German Normalisation

(in German)

Basics

The RUEG-Korpus' general guidelines for normalisaton apply: Step 2: Normalisation

In the following, a few principles will be repeated and language specific decisions included.

  • orthographic normalisation
  • no normalisation in the syntax
  • no grammatical normalisation
  • discontinuities and pauses are erased and receive an empty event (on language level the value for discontinuities and pauses is erased -> empty event); EXCEPT word internal discontinuities (dipl: vorbeige$le$ rollt, norm: vobeigerollt)
  • repetitions remain
  • spoken: non-verbal material, such as [laughing], is not transferred -> empty event
  • punctuation marks are not included

normalisation of pronunciation phenomena

  • this counts also for the written files - (change 7.10.2019)
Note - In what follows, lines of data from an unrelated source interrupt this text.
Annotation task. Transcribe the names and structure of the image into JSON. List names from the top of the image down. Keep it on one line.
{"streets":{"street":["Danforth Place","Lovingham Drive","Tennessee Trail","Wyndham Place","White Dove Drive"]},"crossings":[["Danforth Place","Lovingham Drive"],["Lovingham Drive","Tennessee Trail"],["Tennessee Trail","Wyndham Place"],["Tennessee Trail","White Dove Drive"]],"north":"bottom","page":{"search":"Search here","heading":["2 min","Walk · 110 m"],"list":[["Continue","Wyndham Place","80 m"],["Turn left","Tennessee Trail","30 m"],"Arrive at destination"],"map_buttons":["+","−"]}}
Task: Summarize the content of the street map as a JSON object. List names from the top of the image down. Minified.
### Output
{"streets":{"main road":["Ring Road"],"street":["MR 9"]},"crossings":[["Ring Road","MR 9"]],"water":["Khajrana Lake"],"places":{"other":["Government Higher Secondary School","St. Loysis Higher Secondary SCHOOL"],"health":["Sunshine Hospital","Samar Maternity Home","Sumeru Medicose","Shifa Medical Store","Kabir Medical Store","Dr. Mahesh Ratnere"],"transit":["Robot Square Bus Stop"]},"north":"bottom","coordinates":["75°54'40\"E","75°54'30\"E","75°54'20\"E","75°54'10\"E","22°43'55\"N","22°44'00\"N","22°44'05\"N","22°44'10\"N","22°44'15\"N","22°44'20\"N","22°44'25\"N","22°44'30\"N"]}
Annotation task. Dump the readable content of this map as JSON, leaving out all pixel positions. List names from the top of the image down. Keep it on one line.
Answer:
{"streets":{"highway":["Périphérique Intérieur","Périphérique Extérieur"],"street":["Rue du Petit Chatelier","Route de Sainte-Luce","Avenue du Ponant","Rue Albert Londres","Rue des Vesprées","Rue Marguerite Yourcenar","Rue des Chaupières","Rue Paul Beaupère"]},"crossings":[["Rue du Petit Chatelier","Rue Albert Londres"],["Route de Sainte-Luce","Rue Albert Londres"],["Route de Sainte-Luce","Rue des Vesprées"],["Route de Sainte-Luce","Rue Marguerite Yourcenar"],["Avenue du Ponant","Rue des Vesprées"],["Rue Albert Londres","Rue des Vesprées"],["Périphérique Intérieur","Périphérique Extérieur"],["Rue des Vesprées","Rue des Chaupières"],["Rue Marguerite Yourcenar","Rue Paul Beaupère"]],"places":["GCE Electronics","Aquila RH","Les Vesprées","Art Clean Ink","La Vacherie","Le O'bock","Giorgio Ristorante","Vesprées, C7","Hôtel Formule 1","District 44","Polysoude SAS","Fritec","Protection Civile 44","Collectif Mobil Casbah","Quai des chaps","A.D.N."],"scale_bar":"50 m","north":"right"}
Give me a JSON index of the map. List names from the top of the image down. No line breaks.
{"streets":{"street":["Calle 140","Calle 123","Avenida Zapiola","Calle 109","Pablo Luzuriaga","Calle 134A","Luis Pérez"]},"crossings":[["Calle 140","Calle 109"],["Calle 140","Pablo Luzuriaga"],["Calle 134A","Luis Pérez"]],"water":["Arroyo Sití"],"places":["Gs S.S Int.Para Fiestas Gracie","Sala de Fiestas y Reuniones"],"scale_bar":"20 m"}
reductions of determiners, adjectives and nouns are not normalised with respect to case and gender information*:

dipl norm
schön guten tag schön guten Tag
mit ein hund mit ein Hund
so ein klein hund so ein klein Hund

reductions and slip of the tongues of verbs, nouns etc. not related to case and gender marking are normalised:

dipl norm
is ist
Umfall Unfall
gesprung gesprungen

short forms of indefinite articles are normalised as:

dipl norm
n ein, einen
nen ein, einen
ne eine
eim, nem einem
  • normalise 'nen' as 'ein' in cases of nominative masculine and nominative/accusative neuter, e.g.:

    • dipl: "da is nen auto um die ecke gebogen". norm: "da ist ein auto..."
    • dipl: "ich hab nen auto gesehen". norm: "ich habe ein auto..." BUT not in: dipl: "nen ne vollbremsung" as norm: "einen eine vollbremsung"
  • so=n either as "so ein" or as "so einen", depending on the context:

    • dipl: "so=n typ hat mitm ball...". norm: "so ein Typ hat mitm Ball"
    • dipl: "die frau hat so=n hund dabei". norm: "die Frau hat so einen Hund dabei"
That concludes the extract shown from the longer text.